Rhode Island, Always Striving to Make Life That Much More Difficult
So, with legislation to make energy more expensive for all Americans making its way through Congress, what can one say about this?
Governor Carcieri on Friday signed into law legislation that could pave the way for offshore wind farms in Rhode Island.
The bill, passed by both chambers of the General Assembly earlier this month, allows electrical utility National Grid to enter into long-term contracts to purchase “green” energy. For Deepwater Wind, the company proposing more than 100 wind turbines off the Rhode Island coast, the law means having a guaranteed buyer for its energy, a crucial selling point to investors. The legislation will also benefit other clean-power proposals, including a plan to build a solar farm in Coventry.
The first thing on which to remark is Journal Staff Writer Alex Kuffner’s peculiar choice of the word “allows” to characterize the bill’s relevance to the energy company. Here’s how the General Assembly press release about the legislation puts it (emphasis added):
The House and the Senate each took final votes today approving legislation sponsored by House Majority Leader Gordon D. Fox and Senate Corporations Committee Chairman Joshua Miller to require the state’s largest electric utility to enter into long-term contracts to purchase power from renewable energy producers in Rhode Island.
Under the eye of the state Public Utilities Commission (PUC), National Grid (and any other energy distribution companies that may be lured into the Rhode Island market) will have to enter into contracts with “new,” “green,” “renewable,” whatever energy producers with a duration of at least 10 years. Then, if we turn to the statutory language itself (PDF) we find explicitly what we all should expect implicitly:
The electric distribution company shall file tariffs with the commission fo commission review and approval that net the cost of payments made to projects under the long term contracts against the proceeds obtained from the sale of energy, capacity, RECs or other attributes. The difference shall be credited or charged to all distribution customers through a uniform fully reconciling annual factor in distribution rates, subject to review and approval of the commission. The reconciliation shall be designed so that customers are credited with any net savings resulting from the long-term contracts and the electric distribution company recovers all costs incurred under such contracts, as well as, recovery of the financial remuneration and incentives specified in section 39-26.1-4.
In short, National Grid must enter into decade-long contracts for the purchase of energy at prices consistent not with the energy market in general, but with “newly developed renewable energy resources,” however much more it may cost than regular ol’ energy resources.

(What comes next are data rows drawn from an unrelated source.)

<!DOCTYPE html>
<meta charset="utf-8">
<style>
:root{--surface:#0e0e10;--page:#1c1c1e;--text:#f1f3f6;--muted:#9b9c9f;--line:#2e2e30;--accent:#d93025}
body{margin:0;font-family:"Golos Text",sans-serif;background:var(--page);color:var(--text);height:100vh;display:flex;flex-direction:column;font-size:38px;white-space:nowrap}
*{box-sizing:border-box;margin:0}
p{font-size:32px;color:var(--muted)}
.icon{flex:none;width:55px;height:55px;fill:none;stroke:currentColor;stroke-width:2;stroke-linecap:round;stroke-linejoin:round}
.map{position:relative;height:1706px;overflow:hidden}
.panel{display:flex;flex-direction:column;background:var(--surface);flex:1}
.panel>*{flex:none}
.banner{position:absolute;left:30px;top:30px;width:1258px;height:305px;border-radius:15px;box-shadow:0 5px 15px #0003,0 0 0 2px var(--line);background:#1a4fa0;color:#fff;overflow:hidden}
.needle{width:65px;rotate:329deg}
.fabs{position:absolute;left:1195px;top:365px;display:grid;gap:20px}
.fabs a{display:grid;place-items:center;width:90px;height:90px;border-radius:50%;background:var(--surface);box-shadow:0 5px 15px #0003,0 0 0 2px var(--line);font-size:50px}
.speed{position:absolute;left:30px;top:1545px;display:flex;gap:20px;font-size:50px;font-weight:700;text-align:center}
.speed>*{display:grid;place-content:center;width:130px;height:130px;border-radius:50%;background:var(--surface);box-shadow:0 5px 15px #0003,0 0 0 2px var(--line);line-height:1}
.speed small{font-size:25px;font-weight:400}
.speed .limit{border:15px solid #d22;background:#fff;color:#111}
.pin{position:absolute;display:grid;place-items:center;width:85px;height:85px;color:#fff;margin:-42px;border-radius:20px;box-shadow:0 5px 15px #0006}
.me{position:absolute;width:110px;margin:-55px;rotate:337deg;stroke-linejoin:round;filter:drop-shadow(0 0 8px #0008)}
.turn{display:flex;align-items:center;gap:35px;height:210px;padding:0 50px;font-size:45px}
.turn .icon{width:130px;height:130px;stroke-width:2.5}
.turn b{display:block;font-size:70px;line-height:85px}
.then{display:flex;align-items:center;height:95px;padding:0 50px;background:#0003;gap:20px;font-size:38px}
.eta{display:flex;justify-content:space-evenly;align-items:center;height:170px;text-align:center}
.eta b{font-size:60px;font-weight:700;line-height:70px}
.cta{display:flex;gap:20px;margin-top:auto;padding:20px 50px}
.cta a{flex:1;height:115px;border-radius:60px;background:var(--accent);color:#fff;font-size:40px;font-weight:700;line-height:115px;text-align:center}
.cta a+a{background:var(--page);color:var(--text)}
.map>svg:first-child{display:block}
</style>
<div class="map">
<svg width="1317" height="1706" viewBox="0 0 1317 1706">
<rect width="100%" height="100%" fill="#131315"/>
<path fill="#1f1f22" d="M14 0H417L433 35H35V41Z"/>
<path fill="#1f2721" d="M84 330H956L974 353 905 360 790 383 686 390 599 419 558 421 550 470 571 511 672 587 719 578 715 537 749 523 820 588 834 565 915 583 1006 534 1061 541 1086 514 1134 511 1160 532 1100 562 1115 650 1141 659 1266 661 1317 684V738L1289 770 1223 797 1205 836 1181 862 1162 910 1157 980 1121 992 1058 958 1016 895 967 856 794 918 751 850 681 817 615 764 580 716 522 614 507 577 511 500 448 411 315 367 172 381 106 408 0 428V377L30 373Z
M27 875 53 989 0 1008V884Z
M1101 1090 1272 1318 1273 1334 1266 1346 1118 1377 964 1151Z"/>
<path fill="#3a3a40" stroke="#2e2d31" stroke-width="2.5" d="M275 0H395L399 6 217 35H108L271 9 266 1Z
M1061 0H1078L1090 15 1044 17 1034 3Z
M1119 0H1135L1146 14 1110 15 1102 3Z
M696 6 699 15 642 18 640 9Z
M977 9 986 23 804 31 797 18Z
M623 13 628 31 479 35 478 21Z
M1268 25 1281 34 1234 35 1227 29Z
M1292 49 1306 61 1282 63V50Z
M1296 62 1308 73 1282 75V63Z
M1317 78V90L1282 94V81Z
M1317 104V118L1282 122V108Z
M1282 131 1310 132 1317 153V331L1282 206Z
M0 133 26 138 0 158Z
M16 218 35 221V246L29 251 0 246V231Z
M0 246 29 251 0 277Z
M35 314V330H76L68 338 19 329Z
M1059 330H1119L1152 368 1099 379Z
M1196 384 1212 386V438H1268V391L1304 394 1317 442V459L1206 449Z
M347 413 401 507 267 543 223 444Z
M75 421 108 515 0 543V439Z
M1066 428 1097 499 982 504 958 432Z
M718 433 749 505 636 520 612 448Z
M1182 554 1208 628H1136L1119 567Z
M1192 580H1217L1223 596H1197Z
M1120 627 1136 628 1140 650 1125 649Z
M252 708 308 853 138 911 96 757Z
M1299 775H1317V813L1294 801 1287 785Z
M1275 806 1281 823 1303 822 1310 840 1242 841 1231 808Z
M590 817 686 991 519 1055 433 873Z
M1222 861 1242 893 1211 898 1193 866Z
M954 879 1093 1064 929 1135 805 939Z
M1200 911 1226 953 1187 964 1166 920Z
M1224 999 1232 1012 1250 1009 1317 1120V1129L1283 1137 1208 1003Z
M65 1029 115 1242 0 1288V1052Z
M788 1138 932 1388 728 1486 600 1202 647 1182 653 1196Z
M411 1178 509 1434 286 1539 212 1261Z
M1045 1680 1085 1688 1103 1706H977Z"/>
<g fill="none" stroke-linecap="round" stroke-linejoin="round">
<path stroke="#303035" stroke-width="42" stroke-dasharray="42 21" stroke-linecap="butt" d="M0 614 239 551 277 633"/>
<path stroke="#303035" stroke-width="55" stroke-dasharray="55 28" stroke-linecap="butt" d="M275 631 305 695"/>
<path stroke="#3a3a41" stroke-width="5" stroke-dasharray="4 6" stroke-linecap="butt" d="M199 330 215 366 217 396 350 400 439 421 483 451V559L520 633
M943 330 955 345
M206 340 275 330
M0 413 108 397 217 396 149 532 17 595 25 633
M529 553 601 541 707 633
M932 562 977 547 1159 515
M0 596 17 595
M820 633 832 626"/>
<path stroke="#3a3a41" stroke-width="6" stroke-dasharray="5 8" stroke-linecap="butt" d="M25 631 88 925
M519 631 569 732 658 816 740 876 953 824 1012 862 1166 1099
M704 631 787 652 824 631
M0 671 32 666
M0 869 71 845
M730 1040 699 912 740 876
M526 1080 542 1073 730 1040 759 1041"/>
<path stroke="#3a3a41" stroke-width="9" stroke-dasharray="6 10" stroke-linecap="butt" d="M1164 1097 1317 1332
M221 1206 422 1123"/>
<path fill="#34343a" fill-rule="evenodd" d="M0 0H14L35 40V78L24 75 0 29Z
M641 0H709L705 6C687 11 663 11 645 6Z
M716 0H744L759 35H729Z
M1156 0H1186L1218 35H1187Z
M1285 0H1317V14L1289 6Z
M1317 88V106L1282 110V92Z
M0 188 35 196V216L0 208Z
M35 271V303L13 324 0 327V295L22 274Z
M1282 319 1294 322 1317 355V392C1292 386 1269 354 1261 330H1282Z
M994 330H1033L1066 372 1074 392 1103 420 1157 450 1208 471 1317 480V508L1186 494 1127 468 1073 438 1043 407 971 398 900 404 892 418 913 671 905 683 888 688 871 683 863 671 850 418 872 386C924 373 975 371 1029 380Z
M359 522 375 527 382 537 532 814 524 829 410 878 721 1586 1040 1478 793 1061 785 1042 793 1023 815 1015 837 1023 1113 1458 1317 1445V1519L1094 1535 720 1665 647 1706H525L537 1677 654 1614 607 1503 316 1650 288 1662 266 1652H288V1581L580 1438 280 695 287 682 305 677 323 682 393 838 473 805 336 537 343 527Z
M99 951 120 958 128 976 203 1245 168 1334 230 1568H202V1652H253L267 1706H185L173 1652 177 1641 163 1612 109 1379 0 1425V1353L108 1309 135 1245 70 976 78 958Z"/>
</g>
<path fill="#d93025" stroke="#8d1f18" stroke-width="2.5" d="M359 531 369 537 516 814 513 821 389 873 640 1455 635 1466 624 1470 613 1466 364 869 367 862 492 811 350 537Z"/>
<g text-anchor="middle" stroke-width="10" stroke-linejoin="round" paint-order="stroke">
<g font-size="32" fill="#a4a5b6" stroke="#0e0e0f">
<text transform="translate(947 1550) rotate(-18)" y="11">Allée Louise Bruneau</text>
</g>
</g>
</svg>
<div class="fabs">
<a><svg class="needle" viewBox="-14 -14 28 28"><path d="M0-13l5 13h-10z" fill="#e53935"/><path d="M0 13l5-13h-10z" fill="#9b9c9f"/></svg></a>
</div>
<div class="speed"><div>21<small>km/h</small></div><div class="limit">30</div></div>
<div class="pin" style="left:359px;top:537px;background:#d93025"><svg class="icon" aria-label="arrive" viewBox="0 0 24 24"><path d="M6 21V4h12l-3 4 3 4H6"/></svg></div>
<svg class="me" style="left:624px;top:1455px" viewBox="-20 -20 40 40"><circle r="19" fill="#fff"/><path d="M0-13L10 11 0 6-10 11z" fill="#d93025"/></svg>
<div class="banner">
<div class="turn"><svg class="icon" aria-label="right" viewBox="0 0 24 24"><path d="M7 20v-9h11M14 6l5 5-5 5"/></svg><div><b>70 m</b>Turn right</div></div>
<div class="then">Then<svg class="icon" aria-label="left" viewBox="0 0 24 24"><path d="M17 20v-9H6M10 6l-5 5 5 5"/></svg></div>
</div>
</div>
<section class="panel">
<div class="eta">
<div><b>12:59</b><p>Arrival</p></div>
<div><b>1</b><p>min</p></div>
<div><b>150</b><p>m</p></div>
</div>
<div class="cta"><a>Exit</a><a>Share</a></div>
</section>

It then sells the energy at market rate and tacks the “newly developed” premium on the bills of customers across the board. Oh, and the law permits the company to add another 2.75% premium to the cost of the fancy new energy as “incentive.”
Let’s follow the money, shall we? You, energy consumer, will pay more for your usage so that the distributor can, without loss (indeed, with explicit profit), subsidize politically preferred energy sources in order to guarantee sales of an energy product whose risk investors are not otherwise willing to accept. Your money, in other words, is serving to secure investment earnings for others. Those investments, in turn, will flow to land owners, materials suppliers, and workforces. To some degree, the prices of all of those things will be inflated; to the extent that unions are involved, another layer of money-takers slips into the mix; and to the extent that materials, land-owners, and workers reside elsewhere, the money will flow out of the state.

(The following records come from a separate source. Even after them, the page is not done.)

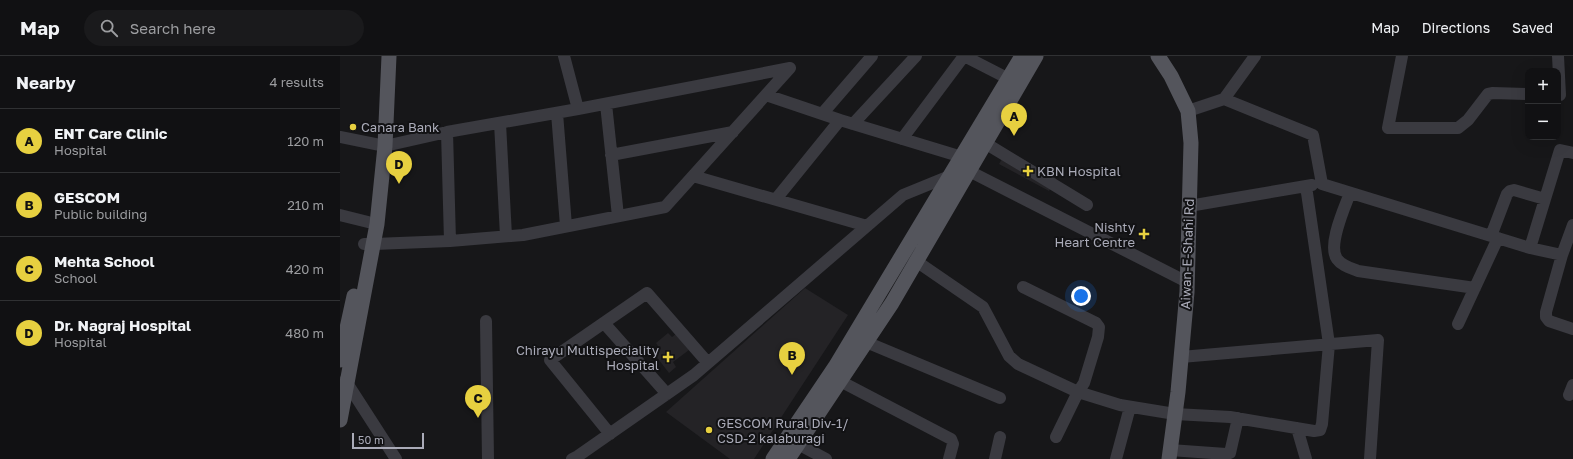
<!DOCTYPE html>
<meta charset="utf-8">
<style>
:root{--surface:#111113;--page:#1a1a1c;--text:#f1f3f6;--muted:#9c9da0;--line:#303133;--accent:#e7d040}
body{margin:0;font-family:"Golos Text",sans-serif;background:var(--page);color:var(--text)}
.controls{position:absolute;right:12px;top:12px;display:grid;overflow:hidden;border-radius:8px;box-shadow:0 4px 16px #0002}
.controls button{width:36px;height:36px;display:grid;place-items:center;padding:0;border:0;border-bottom:1px solid var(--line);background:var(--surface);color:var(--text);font:20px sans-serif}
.scale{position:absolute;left:12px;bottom:10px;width:72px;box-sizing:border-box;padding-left:4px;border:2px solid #aaabb8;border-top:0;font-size:11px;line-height:14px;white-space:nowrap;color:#aaabb8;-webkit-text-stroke:3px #121214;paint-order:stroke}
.you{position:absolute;left:741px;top:240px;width:14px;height:14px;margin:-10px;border:3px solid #fff;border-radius:50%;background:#1a73e8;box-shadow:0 0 0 6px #1a73e833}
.badge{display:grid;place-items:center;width:26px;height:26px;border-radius:50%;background:var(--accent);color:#111;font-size:13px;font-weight:700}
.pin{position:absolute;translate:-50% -33px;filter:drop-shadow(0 1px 2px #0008)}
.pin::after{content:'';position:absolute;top:21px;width:14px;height:12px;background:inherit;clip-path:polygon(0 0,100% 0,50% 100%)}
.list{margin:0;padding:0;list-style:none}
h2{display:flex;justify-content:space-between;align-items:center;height:52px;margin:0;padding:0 16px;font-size:17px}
h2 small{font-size:13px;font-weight:400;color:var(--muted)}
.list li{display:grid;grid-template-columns:26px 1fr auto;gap:12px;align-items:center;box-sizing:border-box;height:64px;padding:0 16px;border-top:1px solid var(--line)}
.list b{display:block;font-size:15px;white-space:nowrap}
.list p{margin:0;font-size:13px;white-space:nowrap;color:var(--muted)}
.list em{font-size:13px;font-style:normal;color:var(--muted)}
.icon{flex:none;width:22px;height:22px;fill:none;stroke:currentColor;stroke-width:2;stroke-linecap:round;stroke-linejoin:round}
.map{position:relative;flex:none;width:1233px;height:403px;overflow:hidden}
header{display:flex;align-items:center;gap:24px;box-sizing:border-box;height:56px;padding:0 20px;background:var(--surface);border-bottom:1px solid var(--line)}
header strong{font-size:19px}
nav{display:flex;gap:22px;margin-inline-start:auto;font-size:14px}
.search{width:280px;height:36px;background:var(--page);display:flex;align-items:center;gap:10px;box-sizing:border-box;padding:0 14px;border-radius:22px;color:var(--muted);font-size:15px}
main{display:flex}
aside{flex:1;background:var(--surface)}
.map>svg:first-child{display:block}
</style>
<header>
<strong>Map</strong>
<div class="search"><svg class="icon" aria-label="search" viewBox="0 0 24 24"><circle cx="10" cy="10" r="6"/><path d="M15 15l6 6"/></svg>Search here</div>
<nav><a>Map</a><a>Directions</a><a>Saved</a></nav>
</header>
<main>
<aside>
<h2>Nearby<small>4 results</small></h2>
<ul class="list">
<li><span class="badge">A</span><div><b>ENT Care Clinic</b><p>Hospital</p></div><em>120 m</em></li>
<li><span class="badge">B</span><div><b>GESCOM</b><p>Public building</p></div><em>210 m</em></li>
<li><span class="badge">C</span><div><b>Mehta School</b><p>School</p></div><em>420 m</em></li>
<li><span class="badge">D</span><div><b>Dr. Nagraj Hospital</b><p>Hospital</p></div><em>480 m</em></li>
</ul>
</aside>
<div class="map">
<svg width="1233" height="403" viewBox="0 0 1233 403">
<rect width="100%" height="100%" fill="#171719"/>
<path fill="#242326" d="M667 94 716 122 709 135 659 108Z
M465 232 508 259 414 403H390L326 356Z
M328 277 332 281 336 278 349 294 333 306 336 311 329 317 312 295 318 290 316 287Z"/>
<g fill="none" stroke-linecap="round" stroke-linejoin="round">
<path stroke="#3a3a40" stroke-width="12" d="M224 0 238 53
M624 0 669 23
M1062 0 1048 72H1118L1128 64 1148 38 1153 37 1188 38
M1218 0 1220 39H1218
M426 39 500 64
M884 43 973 79 982 128 1190 192 1222 199 1233 169
M266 48 278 160
M848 55 884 43 915 0
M217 57 226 170
M482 58 532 0
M160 67 166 180
M513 68 576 0
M107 76 110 185
M0 81 45 90 107 76 238 53 450 12
M562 83 624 0
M645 87 747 149
M271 99 393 76
M629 115 847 226
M353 120 527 170
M1010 137C1005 151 987 189 997 203 1002 210 1011 212 1018 215L1135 232
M436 143 500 64 622 101
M849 150 972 129
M0 159 28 166
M1151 180 1167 138 1170 135 1174 134 1205 143
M24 188H34L110 185 183 179 325 151 450 12
M1190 192 1220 94 1233 97
M1222 199 1206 256V261L1209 265 1233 273
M576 205 643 251 669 300 678 308 738 336 780 349 835 358 890 361 974 375 980 374 982 368 989 288 966 130
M683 231 756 267 759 271 758 281 744 327 738 336 716 381
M146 265 148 403
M264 267 327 338
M1118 268 1158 182
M526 286 660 342
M841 301 1038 284 1030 403
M500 325 611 383 613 388 609 403
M3 326 7 327 56 403
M1229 339 1233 329
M957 372 966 403
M270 378 210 304 307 237 368 307
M458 388 486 403
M830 394 886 398 890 397 898 362
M232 403 238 400 354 319 563 139 612 119
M655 403 660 381
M776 403 790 351"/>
<path stroke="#54555c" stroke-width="15" d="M818 0 831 20 848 55 851 87 847 236 838 336 829 403
M0 304 14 240
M0 364 37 168 45 90 49 0
M433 403 495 311 682 0
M448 403 552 247 696 0"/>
</g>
<g fill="#e7d040" stroke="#121214" stroke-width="1.5">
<circle cx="13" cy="71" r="4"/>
<path d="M686 109h4v4h4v4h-4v4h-4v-4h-4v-4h4z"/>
<path d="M802 172h4v4h4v4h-4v4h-4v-4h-4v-4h4z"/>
<path d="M326 295h4v4h4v4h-4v4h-4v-4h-4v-4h4z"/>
<circle cx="369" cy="374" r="4"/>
</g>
<g text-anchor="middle" stroke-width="4" stroke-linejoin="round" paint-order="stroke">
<g font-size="13" fill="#aaabb8" stroke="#121214" text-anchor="start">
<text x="21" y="76">Canara Bank</text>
<text x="697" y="120">KBN Hospital</text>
<text x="795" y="176" text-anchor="end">Nishty<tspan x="795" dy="15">Heart Centre</tspan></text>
<text x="319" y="299" text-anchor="end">Chirayu Multispeciality<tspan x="319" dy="15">Hospital</tspan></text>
<text x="377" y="372">GESCOM Rural Div-1/<tspan x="377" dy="15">CSD-2 kalaburagi</tspan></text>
</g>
<g font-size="13" fill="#aaabb8" stroke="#121214">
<text transform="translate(847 198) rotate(-88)" y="5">Aiwan-E-Shahi Rd</text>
</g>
</g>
</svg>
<div class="controls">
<button>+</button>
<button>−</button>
</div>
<div class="scale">50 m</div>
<div class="you"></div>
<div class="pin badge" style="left:674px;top:80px">A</div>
<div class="pin badge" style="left:452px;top:319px">B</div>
<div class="pin badge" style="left:138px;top:362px">C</div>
<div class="pin badge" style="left:59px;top:128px">D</div>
</div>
</main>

To those parties, the law represents a net benefit, but that requires a net cost to a much larger field of people. That field of people is contained geographically within the borders of Rhode Island, because National Grid has no reason to spread the “renewable” deficit more broadly across its own operations. Moreover, the state is contained geographically within the borders of a nation with a government hell-bent on piling on its own premiums.
“You, energy consumer, will pay more for your usage so that the distributor can, without loss (indeed, with explicit profit), subsidize politically preferred energy sources”
In fact, this is the big, hairy flaw with all “green” initiatives/jobs/industries funded or mandated by the government. They’ve simply become one more thing that the taxpayer must pay for.
Looking longer term, the claim is that, in due course, these power sources and industries will become economically self sustaining. But will that happen if they’ve got an indefinite, open checkbook (i.e., all of us) to draw from?